State v. Miller

295 P.3d 158, 254 Or. App. 514, 2013 WL 174402, 2013 Ore. App. LEXIS 19
CourtCourt of Appeals of Oregon
DecidedJanuary 16, 2013
Docket084664FE; A145566
StatusPublished
Cited by26 cases

This text of 295 P.3d 158 (State v. Miller) is published on Counsel Stack Legal Research, covering Court of Appeals of Oregon primary law. Counsel Stack provides free access to over 12 million legal documents including statutes, case law, regulations, and constitutions.

Bluebook
State v. Miller, 295 P.3d 158, 254 Or. App. 514, 2013 WL 174402, 2013 Ore. App. LEXIS 19 (Or. Ct. App. 2013).

Opinion

HASELTON, C. J.

Defendant appeals a judgment of conviction for three counts of delivery of methamphetamine (Counts 2 to 4) and one count each of possession of methamphetamine (Count 5), possession of marijuana (Count 6), possession of a controlled substance in Schedule II (Count 7), and possession of a controlled substance in Schedule I (Count 8). In addition, that judgment “[a]llowed” criminal forfeiture (Count 9).1 On appeal, defendant contends that the trial court erred in denying his request for self-representation. Defendant further contends that the trial court erred in denying his motion to suppress evidence obtained during a warranted search of his residence and vehicle because the affidavit in support of the warrant was insufficient in certain respects. As amplified below, we conclude that the trial court erred with respect to the preclusion of self-representation, which requires an omnibus reversal and remand as to all counts, except Count 1 on which defendant was acquitted. Further, for purposes of guidance on remand, we conclude that the trial court erred, in part, in denying suppression— and, specifically, erred in denying suppression of evidence obtained from defendant’s residence, but did not so err with respect to evidence obtained from defendant’s vehicle.
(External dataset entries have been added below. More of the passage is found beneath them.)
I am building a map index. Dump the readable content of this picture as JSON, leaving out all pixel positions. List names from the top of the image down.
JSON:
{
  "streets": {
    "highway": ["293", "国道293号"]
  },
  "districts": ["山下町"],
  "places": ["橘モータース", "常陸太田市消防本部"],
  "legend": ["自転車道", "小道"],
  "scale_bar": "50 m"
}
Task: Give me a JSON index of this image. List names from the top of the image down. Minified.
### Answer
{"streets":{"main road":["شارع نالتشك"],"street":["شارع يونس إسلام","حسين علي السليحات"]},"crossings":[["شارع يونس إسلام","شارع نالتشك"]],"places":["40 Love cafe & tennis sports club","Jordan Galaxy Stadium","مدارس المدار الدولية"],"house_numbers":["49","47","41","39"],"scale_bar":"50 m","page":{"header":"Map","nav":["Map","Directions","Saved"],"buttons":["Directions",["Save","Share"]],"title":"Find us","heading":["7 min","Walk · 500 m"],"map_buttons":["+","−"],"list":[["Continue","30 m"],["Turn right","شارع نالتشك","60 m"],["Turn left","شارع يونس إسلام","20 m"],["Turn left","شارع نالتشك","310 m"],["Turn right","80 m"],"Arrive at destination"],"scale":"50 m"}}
As we explained in State v. Duarte / Knull-Dunagan, 237 Or App 13, 21-22, 238 P3d 411, rev den, 349 Or 370 (2010), “when a defendant seeks to suppress evidence from a search authorized by warrant, contending that the information in the predicate warrant did not establish probable cause,” our review “function is limited to determining whether, given the uncontroverted facts in the affidavit and reasonably derived inferences, the issuing magistrate reasonably ‘could have concluded that the affidavit (excluding the excised parts) established probable cause to search * * ” (Omission in Duarte / Knull-Dunagan) (quoting State v. Castilleja, 345 Or 255, 265, 192 P3d 1283, adh’d to on recons, 345 Or 473, 198 P3d 937 (2008)). In exercising that function, we view the predicate affidavit “in a commonsense, nontechnical and realistic fashion” with “doubtful cases * * * to be resolved [517]*517by deferring to an issuing magistrate’s determination of probable cause.” State v. Wilson, 178 Or App 163, 167, 35 P3d 1111 (2001) (internal quotation marks omitted). Consistently with those principles, we state the content of the affidavit on which the search warrant was predicated.
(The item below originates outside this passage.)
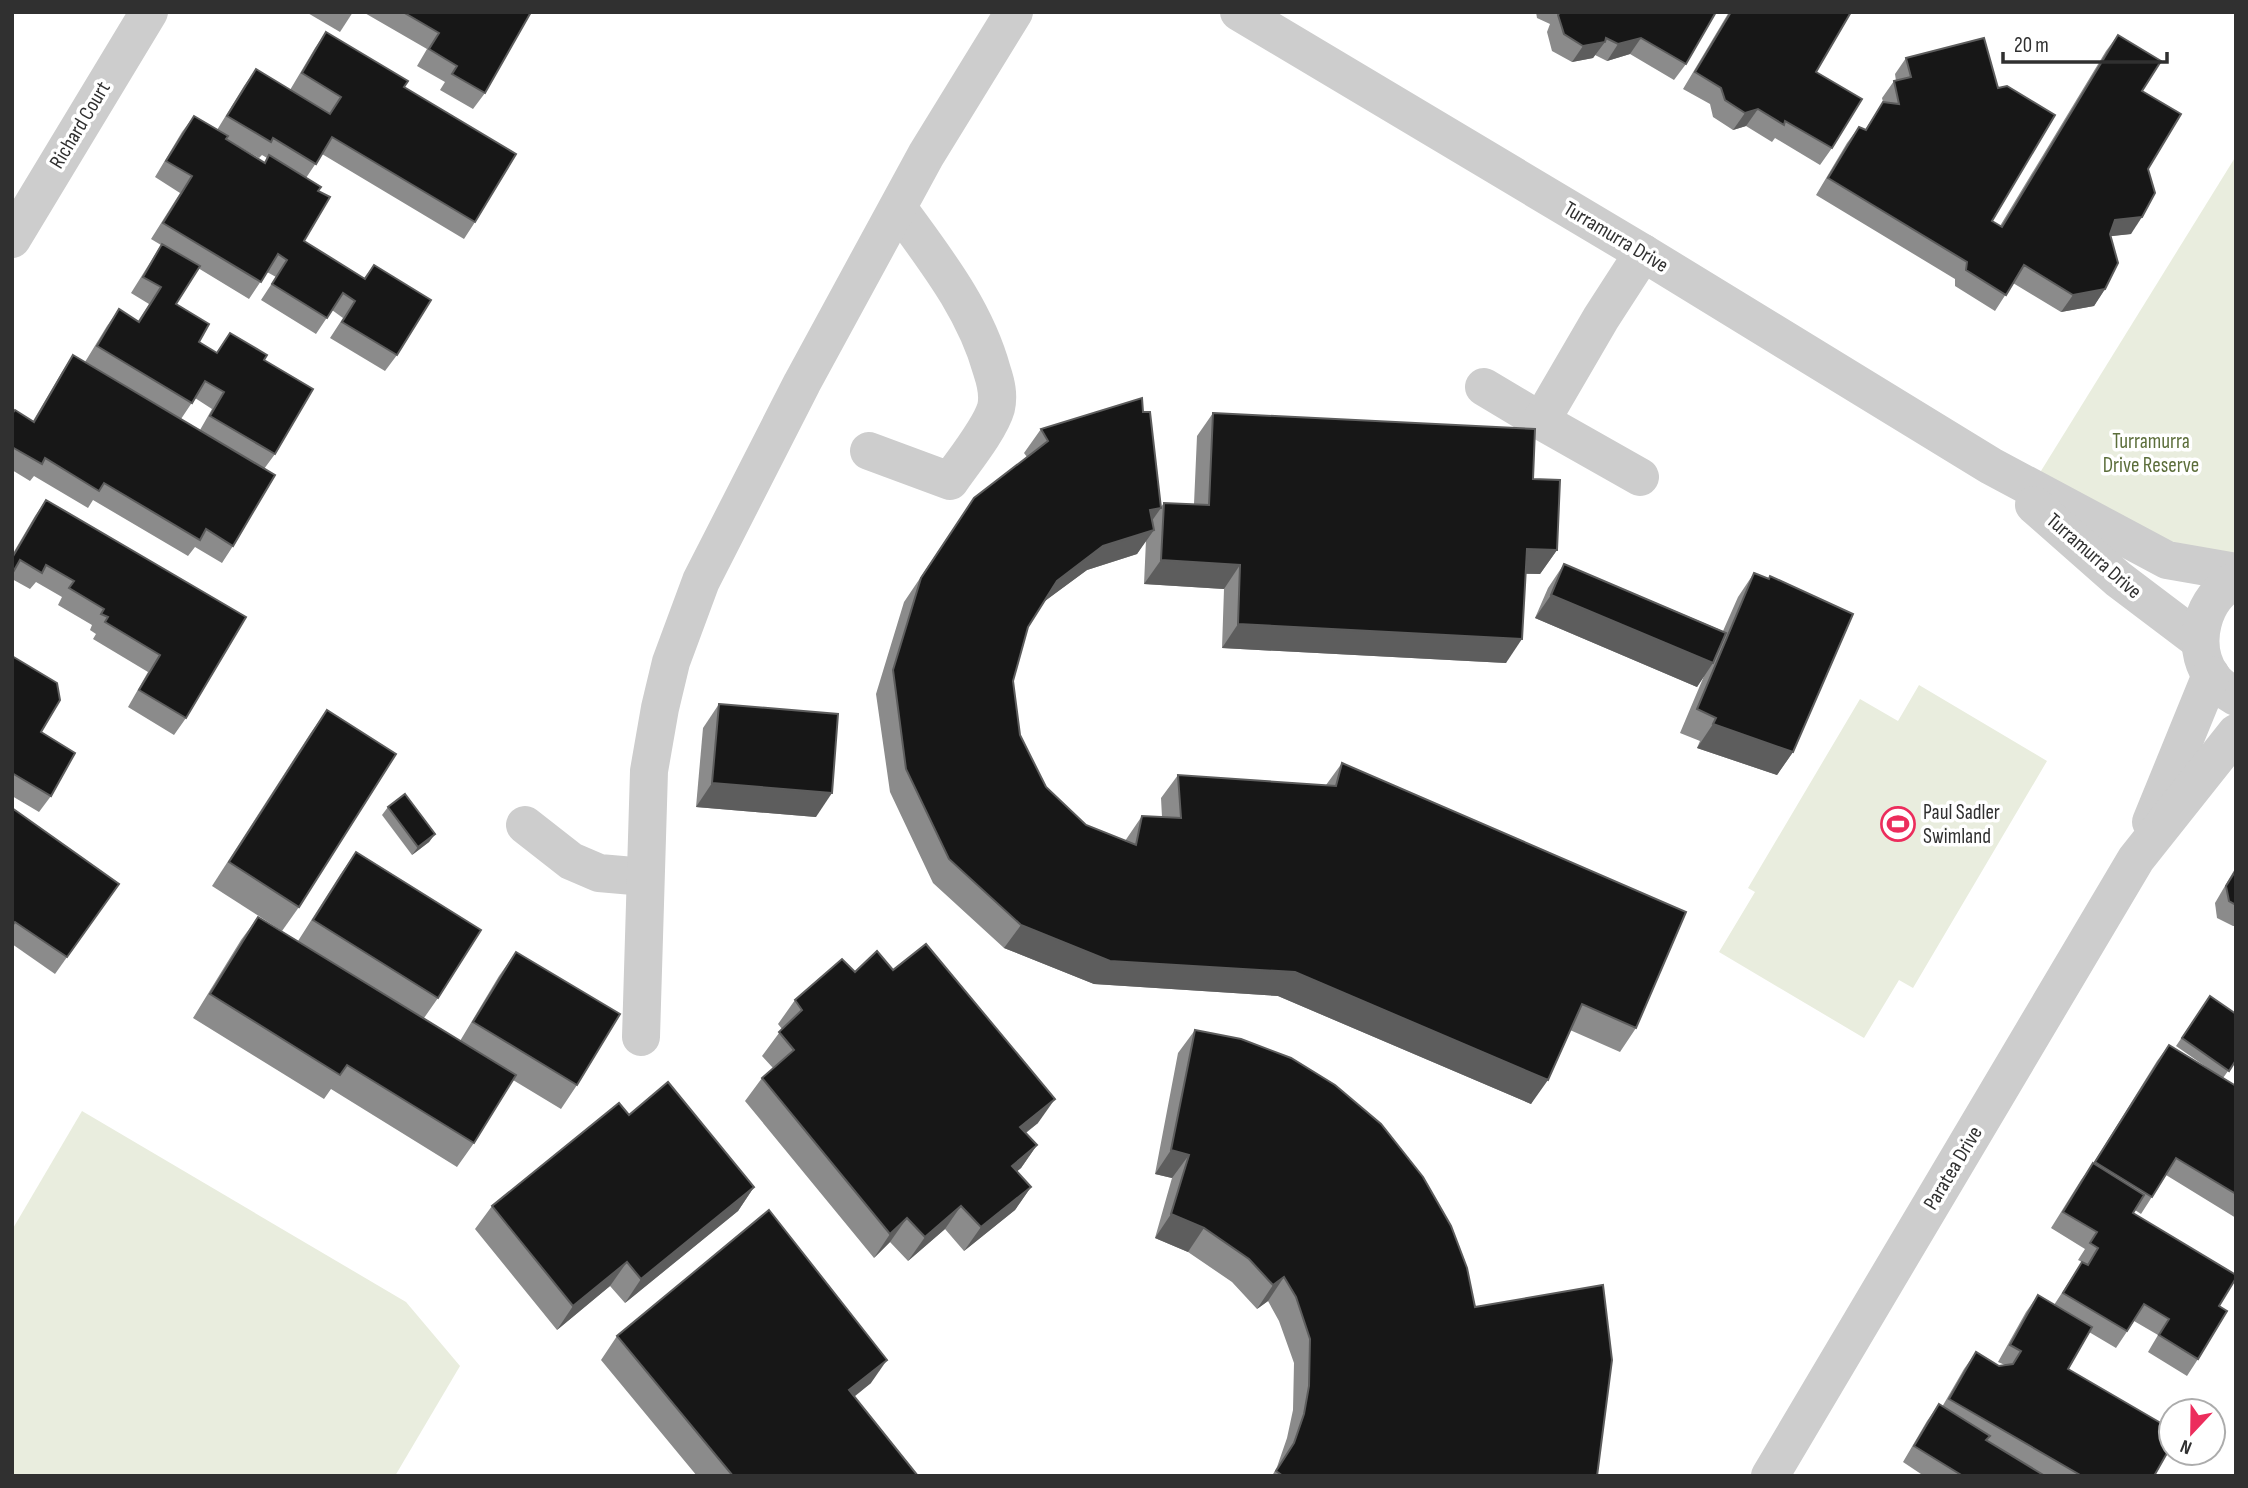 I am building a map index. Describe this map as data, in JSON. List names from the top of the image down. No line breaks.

On November 6, 2008, Medford Police Department Detective Hatten executed an affidavit in support of a warrant to search defendant, his 2001 Hyundai sedan, and his residence for “evidence of the possession, manufacture, and delivery of the controlled substance methamphetamine.”

Hatten began by averring that defendant’s “residence” was “at 1844 West 8th Street #3.” He noted that defendant had been convicted in 1977, 1999, and 2000 of drug-related offenses and referenced out-of-state arrests as well.

Hatten then recounted the facts surrounding three controlled drug buys. The first two controlled buys occurred on separate occasions, within the two weeks preceding the request for the warrant, at an undisclosed location in Jackson County. Specifically, a confidential reliable informant (CRI) purchased “a small amount of methamphetamine from [defendant] through an [unnamed] unwitting informant [(UI)].” According to Hatten, before both controlled buys, he and two other detectives gave the CRI “money with recorded serial numbers and a radio transmitter” and searched “the CRI’s person and vehicle for controlled substances and unaccounted for money” but found none. The detectives observed the CRI pick up and eventually drop off the UI at another location. At that point, the detectives maintained surveillance on both the UI and CRI. They observed defendant — who they identified “through a booking photo”— arrive “in his black 2001 Hyundai * * * and contact the [UI] .”2 Thereafter, the UI returned to the CRTs location and gave the CRI “the purchased methamphetamine.” The detectives then observed the CRI drop off the UI and followed the CRI to a designated meeting site. There, they retrieved [518]*518the purchased substance, which field-tested positive for methamphetamine. The officers again searched “the CRTs person and vehicle for additional controlled substances and unaccounted for money” but found none.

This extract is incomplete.